> _INSTRUCTIONS FOR THE TASK_: Would you reproduce, word for word, only the lines running from the top of the data through the line containing "position:absolute; left:350px; top:85px;", and none of the pictures?

> _DATA FOR REVIEW_:

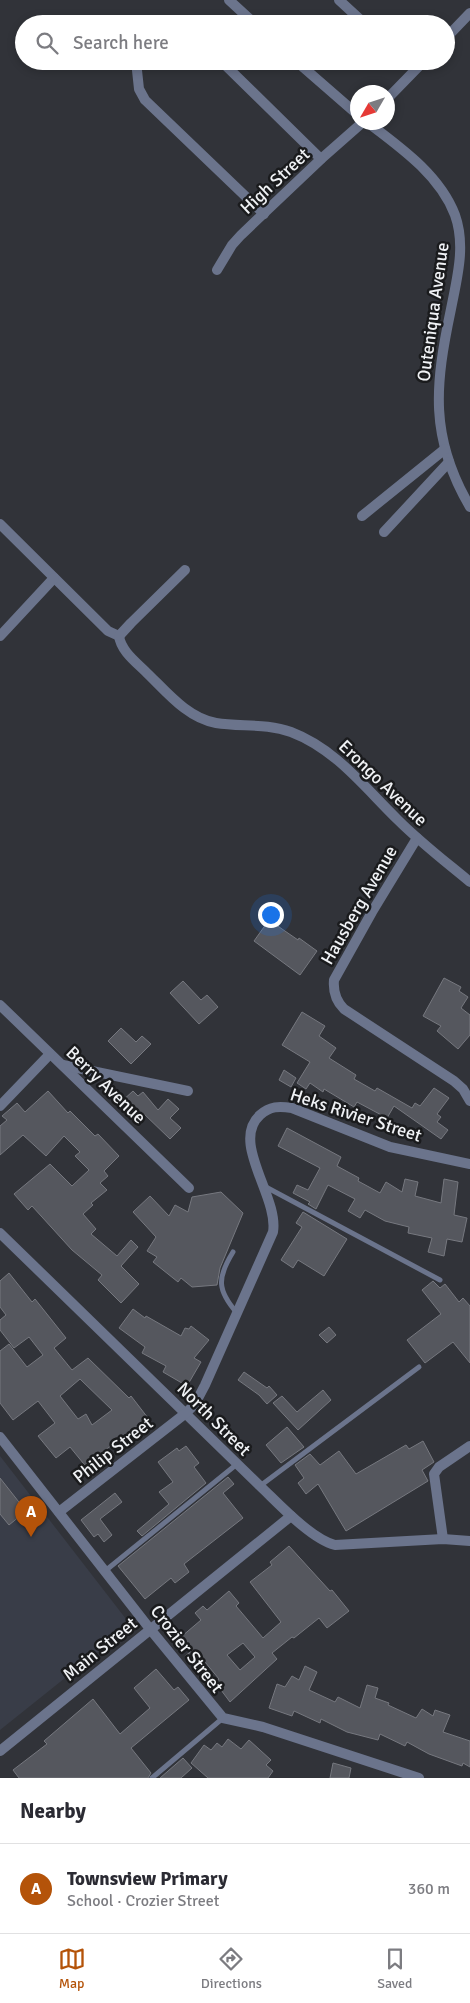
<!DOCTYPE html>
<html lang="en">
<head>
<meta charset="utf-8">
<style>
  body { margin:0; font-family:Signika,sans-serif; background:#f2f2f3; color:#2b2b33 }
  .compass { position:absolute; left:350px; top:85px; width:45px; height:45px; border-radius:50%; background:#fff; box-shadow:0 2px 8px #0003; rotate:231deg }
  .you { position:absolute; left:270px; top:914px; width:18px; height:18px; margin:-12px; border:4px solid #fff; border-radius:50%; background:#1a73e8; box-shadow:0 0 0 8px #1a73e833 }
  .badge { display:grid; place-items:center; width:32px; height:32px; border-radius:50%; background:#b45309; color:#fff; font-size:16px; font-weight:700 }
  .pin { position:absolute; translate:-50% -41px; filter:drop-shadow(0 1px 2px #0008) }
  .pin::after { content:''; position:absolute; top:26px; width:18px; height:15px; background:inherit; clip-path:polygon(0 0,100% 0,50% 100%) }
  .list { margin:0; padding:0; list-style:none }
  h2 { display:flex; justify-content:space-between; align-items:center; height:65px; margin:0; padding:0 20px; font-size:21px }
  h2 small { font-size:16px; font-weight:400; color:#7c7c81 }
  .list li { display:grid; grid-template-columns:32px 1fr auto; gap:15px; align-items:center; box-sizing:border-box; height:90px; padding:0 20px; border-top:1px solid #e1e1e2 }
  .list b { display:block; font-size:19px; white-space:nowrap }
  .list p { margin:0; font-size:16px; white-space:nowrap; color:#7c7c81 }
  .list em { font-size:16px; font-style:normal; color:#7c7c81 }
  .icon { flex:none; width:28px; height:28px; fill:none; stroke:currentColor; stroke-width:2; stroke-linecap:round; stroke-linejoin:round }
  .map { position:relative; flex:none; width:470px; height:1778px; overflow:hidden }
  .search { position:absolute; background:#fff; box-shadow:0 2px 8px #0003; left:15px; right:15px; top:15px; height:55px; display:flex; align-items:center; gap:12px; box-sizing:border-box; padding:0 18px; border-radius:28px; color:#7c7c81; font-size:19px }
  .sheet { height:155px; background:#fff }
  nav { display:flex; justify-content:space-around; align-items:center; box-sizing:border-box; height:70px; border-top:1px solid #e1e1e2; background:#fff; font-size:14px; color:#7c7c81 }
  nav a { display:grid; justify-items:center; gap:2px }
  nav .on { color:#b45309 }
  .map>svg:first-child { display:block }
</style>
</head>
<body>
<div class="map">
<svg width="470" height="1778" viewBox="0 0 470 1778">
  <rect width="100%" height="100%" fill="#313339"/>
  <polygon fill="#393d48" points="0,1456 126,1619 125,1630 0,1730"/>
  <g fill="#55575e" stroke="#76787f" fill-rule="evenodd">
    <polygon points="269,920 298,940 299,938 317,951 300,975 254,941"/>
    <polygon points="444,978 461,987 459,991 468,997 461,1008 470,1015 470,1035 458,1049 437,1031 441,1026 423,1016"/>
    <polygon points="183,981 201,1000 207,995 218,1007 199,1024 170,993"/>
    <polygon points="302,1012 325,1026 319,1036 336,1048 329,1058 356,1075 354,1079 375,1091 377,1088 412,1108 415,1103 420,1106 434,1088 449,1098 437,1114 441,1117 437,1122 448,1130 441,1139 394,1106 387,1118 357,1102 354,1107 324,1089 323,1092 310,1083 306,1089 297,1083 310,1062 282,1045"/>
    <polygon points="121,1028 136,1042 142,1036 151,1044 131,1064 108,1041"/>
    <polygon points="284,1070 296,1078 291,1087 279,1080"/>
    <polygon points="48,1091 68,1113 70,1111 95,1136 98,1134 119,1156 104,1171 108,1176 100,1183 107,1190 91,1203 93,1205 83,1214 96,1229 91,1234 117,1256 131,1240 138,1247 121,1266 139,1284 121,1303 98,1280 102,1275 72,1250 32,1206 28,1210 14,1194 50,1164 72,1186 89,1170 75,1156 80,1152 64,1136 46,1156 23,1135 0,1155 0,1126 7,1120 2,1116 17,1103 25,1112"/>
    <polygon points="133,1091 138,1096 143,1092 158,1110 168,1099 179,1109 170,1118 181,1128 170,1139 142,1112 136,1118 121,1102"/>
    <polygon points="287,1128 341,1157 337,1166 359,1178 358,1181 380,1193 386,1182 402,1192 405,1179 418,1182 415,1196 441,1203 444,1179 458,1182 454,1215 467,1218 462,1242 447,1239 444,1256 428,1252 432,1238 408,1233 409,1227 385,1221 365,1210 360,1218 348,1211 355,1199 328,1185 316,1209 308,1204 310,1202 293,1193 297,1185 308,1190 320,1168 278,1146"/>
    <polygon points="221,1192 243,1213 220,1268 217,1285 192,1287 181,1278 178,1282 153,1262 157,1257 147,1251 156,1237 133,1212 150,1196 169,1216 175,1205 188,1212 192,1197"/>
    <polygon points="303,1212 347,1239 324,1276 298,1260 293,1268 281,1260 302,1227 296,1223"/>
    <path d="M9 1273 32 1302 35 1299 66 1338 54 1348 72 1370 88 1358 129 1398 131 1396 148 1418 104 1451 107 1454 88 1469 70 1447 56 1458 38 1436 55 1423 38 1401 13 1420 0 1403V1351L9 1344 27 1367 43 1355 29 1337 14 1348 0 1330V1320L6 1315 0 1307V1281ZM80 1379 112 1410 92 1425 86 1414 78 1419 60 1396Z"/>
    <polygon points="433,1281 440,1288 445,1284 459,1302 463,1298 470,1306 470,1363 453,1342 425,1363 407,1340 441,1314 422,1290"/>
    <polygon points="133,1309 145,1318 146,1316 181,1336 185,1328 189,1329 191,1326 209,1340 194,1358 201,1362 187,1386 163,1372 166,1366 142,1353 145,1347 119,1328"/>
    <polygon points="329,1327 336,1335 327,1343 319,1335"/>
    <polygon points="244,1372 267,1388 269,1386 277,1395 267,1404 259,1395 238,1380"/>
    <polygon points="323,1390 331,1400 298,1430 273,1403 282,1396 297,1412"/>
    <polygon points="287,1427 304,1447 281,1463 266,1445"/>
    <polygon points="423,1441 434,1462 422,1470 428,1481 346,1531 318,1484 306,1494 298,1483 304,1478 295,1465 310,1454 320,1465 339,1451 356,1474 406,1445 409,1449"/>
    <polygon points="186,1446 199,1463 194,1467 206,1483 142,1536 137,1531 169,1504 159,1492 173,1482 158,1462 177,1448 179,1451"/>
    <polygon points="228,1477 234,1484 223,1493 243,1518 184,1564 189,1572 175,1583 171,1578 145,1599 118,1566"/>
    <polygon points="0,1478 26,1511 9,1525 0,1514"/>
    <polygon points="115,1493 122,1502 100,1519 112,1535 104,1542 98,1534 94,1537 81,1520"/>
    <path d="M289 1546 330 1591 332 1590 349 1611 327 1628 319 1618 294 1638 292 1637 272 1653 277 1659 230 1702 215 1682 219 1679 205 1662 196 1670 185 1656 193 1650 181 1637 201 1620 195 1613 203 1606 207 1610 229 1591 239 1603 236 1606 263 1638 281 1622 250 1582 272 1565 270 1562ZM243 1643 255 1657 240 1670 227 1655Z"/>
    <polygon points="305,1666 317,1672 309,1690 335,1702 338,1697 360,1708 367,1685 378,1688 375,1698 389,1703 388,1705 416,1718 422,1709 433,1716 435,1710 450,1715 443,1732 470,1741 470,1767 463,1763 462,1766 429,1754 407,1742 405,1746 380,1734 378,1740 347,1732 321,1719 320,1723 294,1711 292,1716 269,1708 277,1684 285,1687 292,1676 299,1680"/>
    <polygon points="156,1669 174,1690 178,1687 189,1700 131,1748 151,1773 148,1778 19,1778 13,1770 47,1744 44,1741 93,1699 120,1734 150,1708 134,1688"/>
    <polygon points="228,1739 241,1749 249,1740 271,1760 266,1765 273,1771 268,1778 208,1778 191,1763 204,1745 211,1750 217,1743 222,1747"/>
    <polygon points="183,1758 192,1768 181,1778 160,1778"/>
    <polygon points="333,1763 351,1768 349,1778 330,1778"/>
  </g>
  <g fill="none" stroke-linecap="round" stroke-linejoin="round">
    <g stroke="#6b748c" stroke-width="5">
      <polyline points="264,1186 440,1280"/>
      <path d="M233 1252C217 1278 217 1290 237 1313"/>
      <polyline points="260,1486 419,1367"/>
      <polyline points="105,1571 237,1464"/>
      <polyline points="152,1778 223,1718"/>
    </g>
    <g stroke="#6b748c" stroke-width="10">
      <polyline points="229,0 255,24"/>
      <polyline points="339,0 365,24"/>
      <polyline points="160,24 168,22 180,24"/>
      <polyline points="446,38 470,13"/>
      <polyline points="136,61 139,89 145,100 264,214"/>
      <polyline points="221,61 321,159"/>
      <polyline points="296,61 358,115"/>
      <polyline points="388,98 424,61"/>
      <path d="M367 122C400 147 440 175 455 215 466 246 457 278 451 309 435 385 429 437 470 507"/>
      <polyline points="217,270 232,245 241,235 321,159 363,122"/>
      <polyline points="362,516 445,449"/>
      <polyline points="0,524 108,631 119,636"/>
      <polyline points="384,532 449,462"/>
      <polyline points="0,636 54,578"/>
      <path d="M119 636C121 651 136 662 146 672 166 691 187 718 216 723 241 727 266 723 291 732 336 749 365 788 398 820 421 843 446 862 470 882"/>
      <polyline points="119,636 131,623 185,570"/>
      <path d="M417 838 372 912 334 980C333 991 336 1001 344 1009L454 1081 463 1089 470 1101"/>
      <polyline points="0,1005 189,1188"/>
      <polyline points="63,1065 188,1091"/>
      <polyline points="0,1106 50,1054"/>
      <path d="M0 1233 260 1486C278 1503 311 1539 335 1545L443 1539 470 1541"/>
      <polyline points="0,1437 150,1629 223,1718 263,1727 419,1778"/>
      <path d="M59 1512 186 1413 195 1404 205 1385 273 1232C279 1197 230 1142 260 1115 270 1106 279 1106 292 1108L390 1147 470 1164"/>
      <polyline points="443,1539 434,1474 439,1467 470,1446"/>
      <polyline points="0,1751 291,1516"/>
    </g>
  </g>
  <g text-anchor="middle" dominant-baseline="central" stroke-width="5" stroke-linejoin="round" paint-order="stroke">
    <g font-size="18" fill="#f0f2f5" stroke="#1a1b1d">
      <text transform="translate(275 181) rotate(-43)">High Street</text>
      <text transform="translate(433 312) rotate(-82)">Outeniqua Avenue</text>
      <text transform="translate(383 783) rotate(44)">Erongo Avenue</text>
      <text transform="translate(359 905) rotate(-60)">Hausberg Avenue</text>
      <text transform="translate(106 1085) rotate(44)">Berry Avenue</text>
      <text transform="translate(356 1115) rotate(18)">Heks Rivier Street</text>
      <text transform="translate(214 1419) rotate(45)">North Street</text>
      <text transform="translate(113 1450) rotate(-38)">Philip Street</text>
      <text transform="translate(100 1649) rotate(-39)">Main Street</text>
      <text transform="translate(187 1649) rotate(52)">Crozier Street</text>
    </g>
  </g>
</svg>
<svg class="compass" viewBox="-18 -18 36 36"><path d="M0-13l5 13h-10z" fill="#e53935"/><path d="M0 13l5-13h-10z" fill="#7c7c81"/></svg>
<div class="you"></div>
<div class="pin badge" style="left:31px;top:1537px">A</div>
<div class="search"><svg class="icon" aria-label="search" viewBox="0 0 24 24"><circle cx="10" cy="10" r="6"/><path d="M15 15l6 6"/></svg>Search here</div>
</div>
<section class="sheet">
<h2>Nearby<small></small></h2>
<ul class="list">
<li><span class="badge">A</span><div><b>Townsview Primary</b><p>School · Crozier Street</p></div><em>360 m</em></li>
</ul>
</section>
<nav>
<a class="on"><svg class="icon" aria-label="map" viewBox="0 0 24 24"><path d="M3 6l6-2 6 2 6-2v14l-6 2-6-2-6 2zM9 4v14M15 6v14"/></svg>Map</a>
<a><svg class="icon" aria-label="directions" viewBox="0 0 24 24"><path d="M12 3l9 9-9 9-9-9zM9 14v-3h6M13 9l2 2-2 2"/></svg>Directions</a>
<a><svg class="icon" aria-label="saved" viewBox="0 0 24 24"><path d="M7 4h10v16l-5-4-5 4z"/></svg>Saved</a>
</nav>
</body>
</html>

> _RESPONSE BELOW_:
<!DOCTYPE html>
<html lang="en">
<head>
<meta charset="utf-8">
<style>
  body { margin:0; font-family:Signika,sans-serif; background:#f2f2f3; color:#2b2b33 }
  .compass { position:absolute; left:350px; top:85px; width:45px; height:45px; border-radius:50%; background:#fff; box-shadow:0 2px 8px #0003; rotate:231deg }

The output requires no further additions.